● Exercise
What is the number of lines in the data holding the word "Landstraße"? Give that number by itself.

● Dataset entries
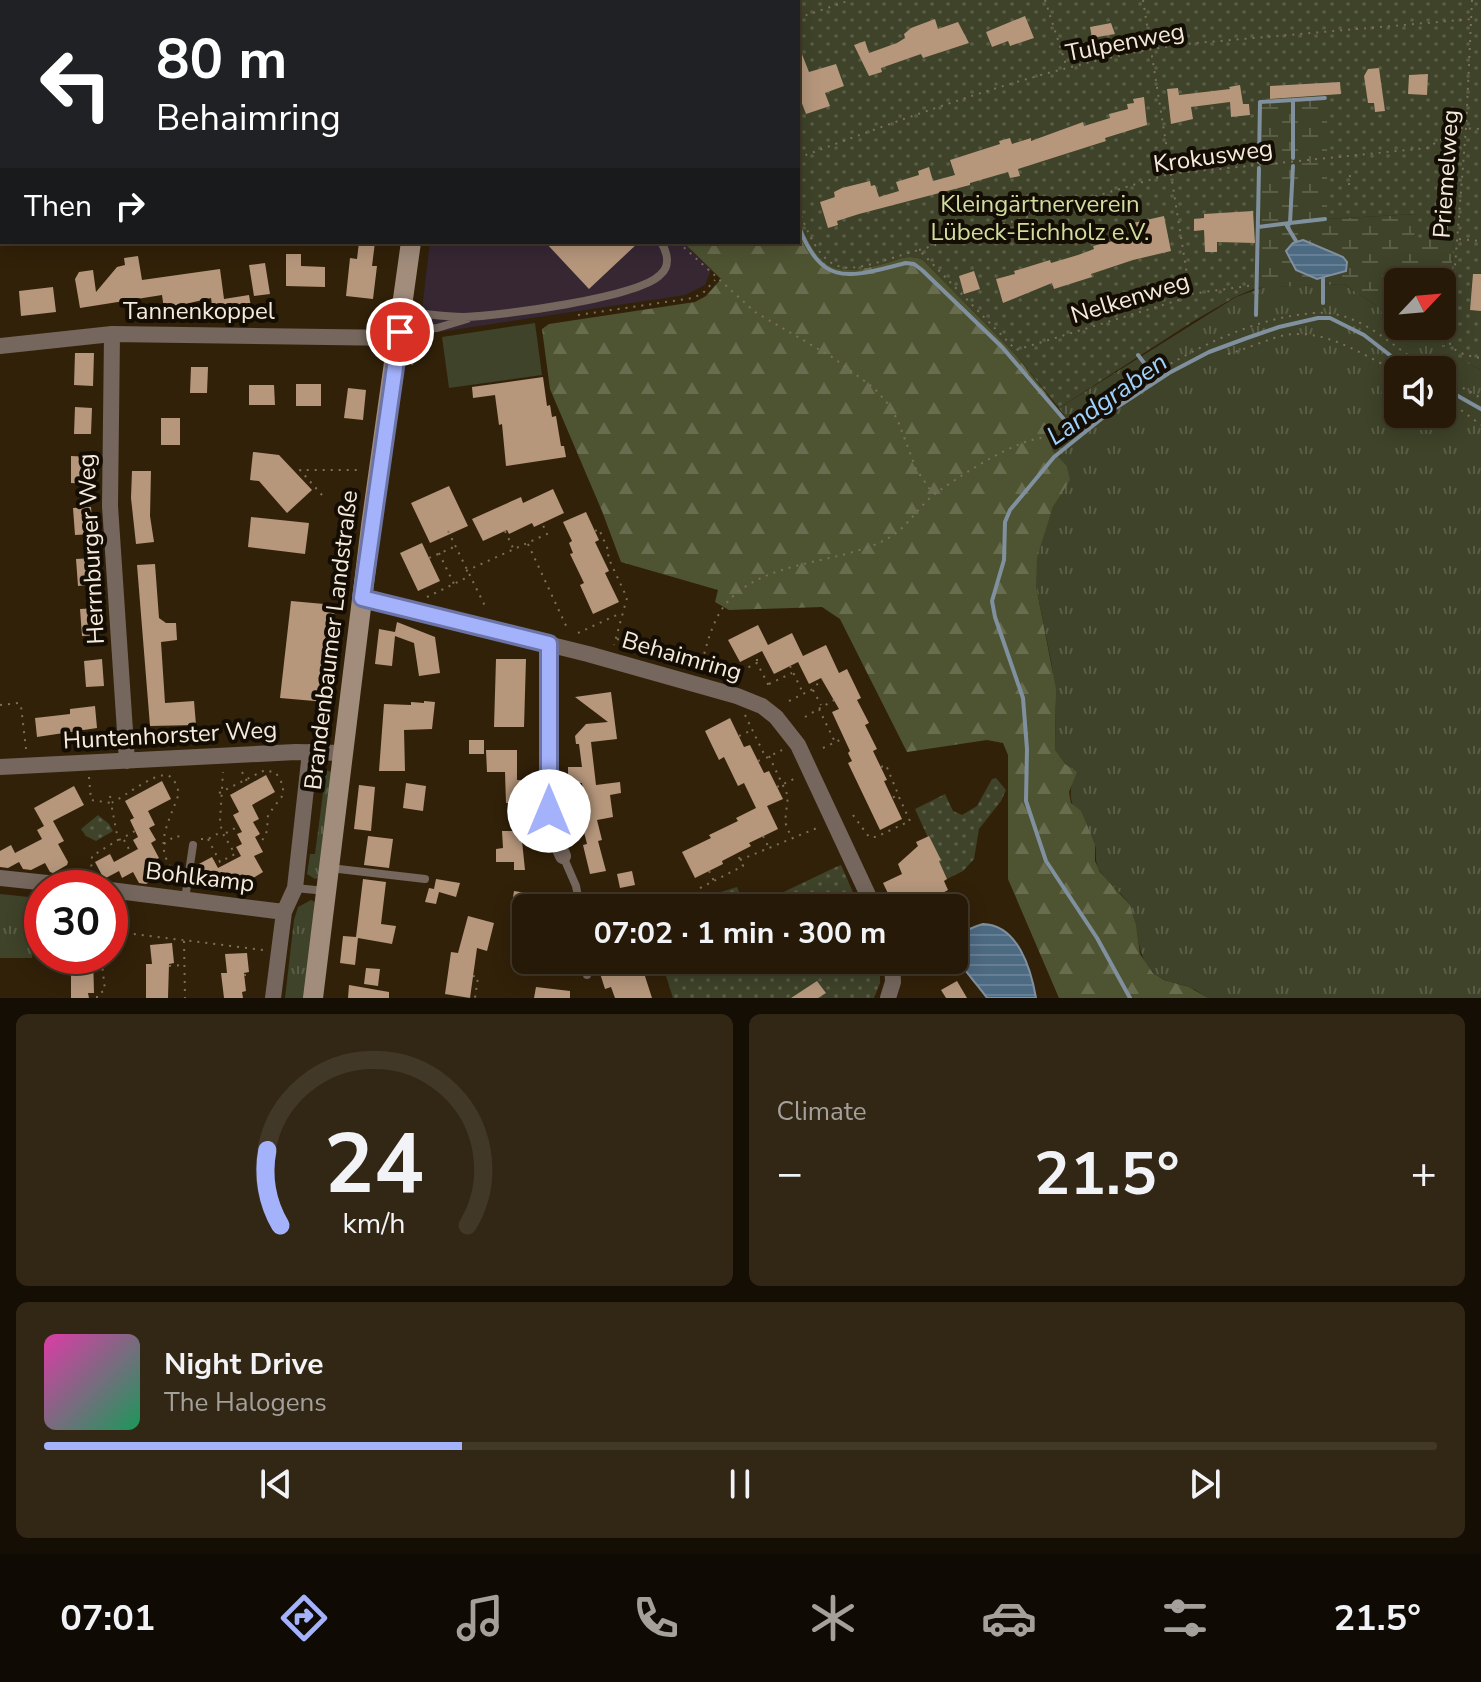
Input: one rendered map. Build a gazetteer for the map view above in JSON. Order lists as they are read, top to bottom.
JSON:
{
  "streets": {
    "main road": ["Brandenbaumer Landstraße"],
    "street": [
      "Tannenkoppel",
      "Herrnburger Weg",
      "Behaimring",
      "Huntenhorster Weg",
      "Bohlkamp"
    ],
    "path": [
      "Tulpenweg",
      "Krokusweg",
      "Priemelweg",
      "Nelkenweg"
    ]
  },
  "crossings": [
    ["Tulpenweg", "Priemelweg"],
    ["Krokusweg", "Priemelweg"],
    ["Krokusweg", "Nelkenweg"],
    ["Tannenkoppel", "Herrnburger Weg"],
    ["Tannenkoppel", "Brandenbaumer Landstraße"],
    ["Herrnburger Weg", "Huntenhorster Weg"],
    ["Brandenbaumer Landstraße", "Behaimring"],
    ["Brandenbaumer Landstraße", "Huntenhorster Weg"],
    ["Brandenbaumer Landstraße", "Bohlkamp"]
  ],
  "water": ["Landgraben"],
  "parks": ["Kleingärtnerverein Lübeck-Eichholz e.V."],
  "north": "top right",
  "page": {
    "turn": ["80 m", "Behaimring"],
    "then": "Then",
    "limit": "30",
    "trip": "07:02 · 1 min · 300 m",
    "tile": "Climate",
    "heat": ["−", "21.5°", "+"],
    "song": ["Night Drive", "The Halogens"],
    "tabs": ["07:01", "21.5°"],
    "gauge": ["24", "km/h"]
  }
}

● Solution
5